Suffice it to say that if something is published, somebody, somewhere will be tempted to use it without permission and often in ways you may not like. The problem with the internet is that this practice has multiplied on an outrageous scale and 90% of the time it is entirely deliberate. 

I know a stock photographer with his own agency who gave up trying to sell his images a few years ago. Instead he deliberately releases them into the internet now and waits for a companies to use them commercially without permission, which happens without fail. He then goes after them with claims for copyright infringement. It's an unusual business model for sure but in the current climate of  "sharing" that is his most effective means of earning income from the images.


----------



## nerwin (Oct 28, 2016)

I don't have any friends, so I share my photos online where the world can see them so people know that I do somewhat exist.


----------



## snowbear (Oct 30, 2016)

My photos aren't worth stealing, so Flickr, here and a royalty free stock site.  Sometimes one will make it to FB.  I have a Photobucket account, as well, and there are a couple there.


----------



## RDT806 (Dec 28, 2016)

CallibCarver said:


> I'm curious where everyone shares their work, outside of TPF?
> 
> I personally like 500px, especially over Flickr. One I'll be honest I'm not a huge Yahoo person and Flickr lost its allure long ago. 500px has a lot more creative pieces on it or at least pieces that I'm more into. I also have my blogs and of course the normal social media channels, like Facebook. But I prefer 500px over them all.
> 
> ...




Just discovered 500px reading this. Love it. Thank you.


----------



## chuasam (Dec 30, 2016)

Facebook mostly, sometimes instagram.
I've abandoned Flickr ages ago.


----------



## denada (Mar 21, 2017)

instagram, 500px, twitter, and tumblr -- in order of how frequently i use. 500px and tumblr won't ruin your photograph, but so many less people see them versus instagram.

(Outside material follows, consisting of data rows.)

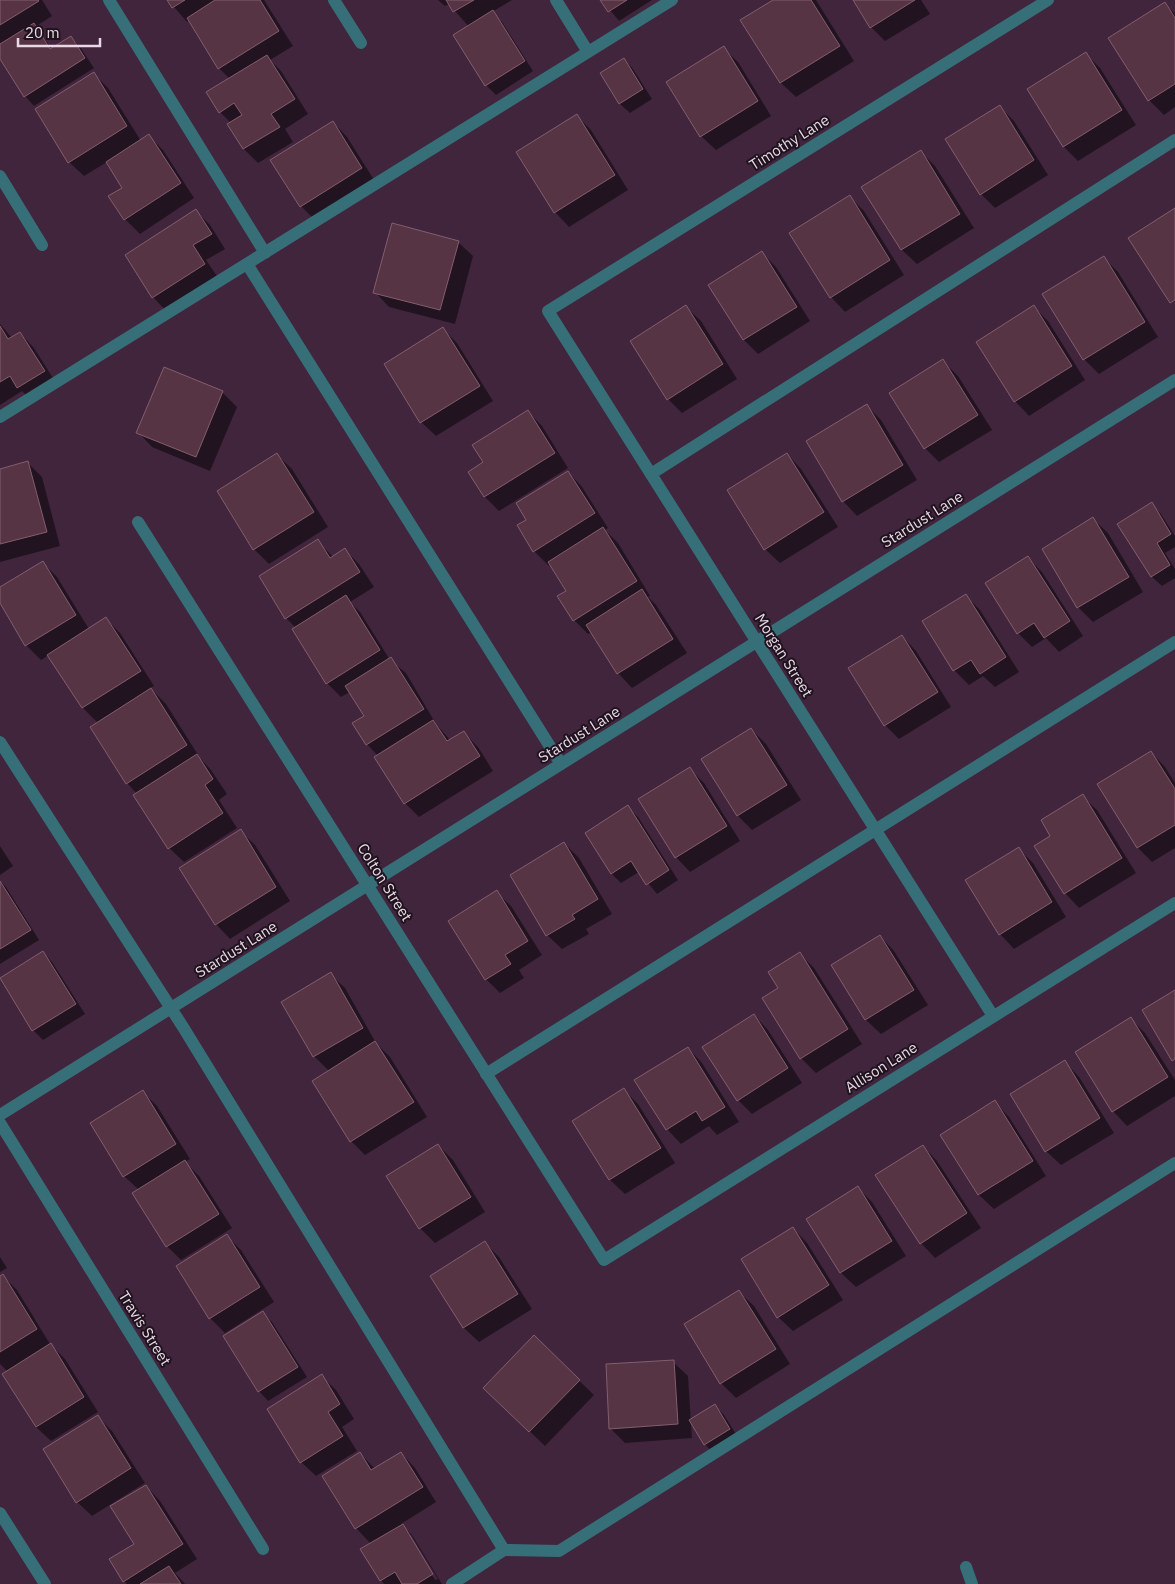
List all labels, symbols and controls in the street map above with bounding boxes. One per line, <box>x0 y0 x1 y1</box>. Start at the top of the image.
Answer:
scale bar <box>18 15 100 47</box>
text: 20 m <box>25 23 60 42</box>
street label: Timothy Lane <box>745 110 833 174</box>
street label: Stardust Lane <box>878 486 966 552</box>
street label: Morgan Street <box>751 610 817 700</box>
street label: Stardust Lane <box>535 701 623 767</box>
street label: Colton Street <box>353 839 417 925</box>
street label: Stardust Lane <box>192 916 280 982</box>
street label: Allison Lane <box>841 1037 921 1097</box>
street label: Travis Street <box>115 1287 175 1369</box>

zero concern about them being stolen. reverse image searching one of my photos to find that someone was motivated enough to share it despite the lack of a share button on their preferred platform feels good. i'm yet to find one that did not attribute to me in some fashion, and with reverse image search it's impossible to fully strip the photo of my claim without mauling it to the point of not being recognizable in comparison to the original.

obviously not a pro.


----------



## Jt_hd1 (Mar 24, 2017)

I share my work on instagram follow our account: @Jt_hd1


----------



## table1349 (Mar 24, 2017)

Usually at family gatherings, holidays etc.  or on my closed flicker account.  It is by invite only, and only for those that have a reason to view the photos, ie, family, subjects of the photos.  I don't give a damn about the rest of the world viewing them.


----------



## DanOstergren (Mar 25, 2017)

Instagram, facebook and deviantart. Ever since I started posting more on instagram I started booking a lot more work, including some really high paying jobs.


----------



## yaopey (Mar 25, 2017)

Mainly Flickr, facebook and occasionally Reddit. But I'm thinking of moving from Flickr to 500px.


----------



## rexbobcat (Mar 30, 2017)

Instagram. Even though most of the likes are probably just bots.

Facebook. Apparently my old middle school teachers enjoy my photos. At least it's something I guess.


----------



## Solarflare (Apr 5, 2017)

Well "artsy" pictures go to deviantart, my (non-commercial) newsstyle pictures go mostly to certain (political, non-commercial) websites (and sometimes deviantart), and my private events pictures go to friends and family.

Facebook, Flickr etc all violate basic privacy requirements. Twitter ? Are you kidding me ? Lolz.


----------



## Gary A. (Apr 5, 2017)

On my website.  I was averaging 100,000+ hits per month on my website.  (I haven't looked in a while.)


----------